Constrained optimization

Exercise 1

Consider the problem:

$$\min_{\mathbf{x}\in\mathbb{R}^2}{J(\mathbf{x})=2x_1+x_2}\,\,\,\text{s.t.}\,\,\,x_1^2+x_2^2-2=0,$$

  1. find all the extreme points, and
  2. check the KKT conditions at the extreme points.

Exercise 2

Consider the half-space defined by (this is the exercise on page 353 n. 12.14 in the textbook):

$$H=\{\mathbf{x}\in\,\mathbb{R}^n\,\text{s.t.}\,\mathbf{a}^T\mathbf{x}+\alpha\geq 0\},$$

where \(\mathbf{a}\in\,\mathbb{R}^n,\,\alpha\in\,\mathbb{R}\) are given:

  1. formulate and solve the optimization problem of finding the point \(\mathbf{x}^*\in H\) with the smallest Euclidean norm.

What is the Euclidean norm?

def: given \(\mathbf{x}=(x_1,x_2,\ldots,x_n)\in\,\mathbb{R}^n\), the Euclidean norm of \(\mathbf{x}\), denoted \(\lVert \mathbf{x} \rVert\), is defined \(\lVert \mathbf{x} \rVert=\sqrt{\sum^n_{i=1}{x_i^2}}\).

Euclidean distance
a. the norm in 2D (\(\mathbb{R}^2\))
Euclidean distance
b. the norm in 3D (\(\mathbb{R}^3\))

But what does it mean physically?

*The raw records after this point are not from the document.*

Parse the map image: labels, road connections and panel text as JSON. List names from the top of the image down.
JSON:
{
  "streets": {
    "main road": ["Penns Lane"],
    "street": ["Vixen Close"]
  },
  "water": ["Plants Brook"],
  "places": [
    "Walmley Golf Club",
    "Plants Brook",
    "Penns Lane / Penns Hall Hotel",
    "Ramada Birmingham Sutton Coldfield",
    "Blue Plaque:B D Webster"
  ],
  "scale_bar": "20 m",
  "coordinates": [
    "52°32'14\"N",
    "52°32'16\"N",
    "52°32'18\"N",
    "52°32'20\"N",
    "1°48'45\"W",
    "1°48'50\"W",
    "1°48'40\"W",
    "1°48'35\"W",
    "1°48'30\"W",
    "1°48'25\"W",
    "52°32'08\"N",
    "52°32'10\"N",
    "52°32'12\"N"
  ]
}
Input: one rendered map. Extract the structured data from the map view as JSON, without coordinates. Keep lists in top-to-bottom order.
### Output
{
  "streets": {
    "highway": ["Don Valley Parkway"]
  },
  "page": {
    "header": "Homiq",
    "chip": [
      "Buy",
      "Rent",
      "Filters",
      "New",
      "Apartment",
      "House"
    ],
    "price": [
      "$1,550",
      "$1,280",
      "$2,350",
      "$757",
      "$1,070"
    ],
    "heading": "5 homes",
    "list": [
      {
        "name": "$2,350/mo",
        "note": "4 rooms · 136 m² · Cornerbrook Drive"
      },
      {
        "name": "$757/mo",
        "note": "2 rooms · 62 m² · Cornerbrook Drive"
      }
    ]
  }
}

Let's use the vector \(\mathbf{x}\) as a Euclidean vector, that basically means a point in the Euclidean space \(\mathbb{R}^n\). The Euclidean norm just measures the length of the vector \(\mathbf{x}\) from the origin, as a consequence of the Pythagorean theorem.

In the image (a) you can see what happens if you have a point \(\mathbf{x}_A=(2,3)\). The norm is clearly \(\lVert \mathbf{x}_A \rVert=\sqrt{13}\). This was easy; with the same principle, you can evaluate the norm in a more complex scenario, in any dimensional space. In 3D, constraint \(y\)-axis to zero first, and you will find the norm \(\lVert \mathbf{x}_B' \rVert=\sqrt{2}\). Now put a "rectangle" with sizes \(1\times \sqrt{2}\) as illustrated in (b) on the line that measures the norm that you have just found. You can see that the 3D norm is \(\lVert \mathbf{x}_B \rVert=\sqrt{3}\) for the point \(\mathbf{x}_B=(1,1,1)\).

The optimization problem can be written:

$$\min_{\mathbf{x}\in\mathbb{R}^n}{J(\mathbf{x})=\lVert\mathbf{x}\rVert^2} \,\,\,\text{s.t.}\,\,\,c_1(\mathbf{x})=\,\mathbf{a}^T\mathbf{x}+\alpha\geq 0,$$

where \(c_1\) is an inequality constraint.

To find the point with the smallest Euclidean norm, we need to solve the optimization problem with Karush-Kuhn-Tucker (KKT) conditions.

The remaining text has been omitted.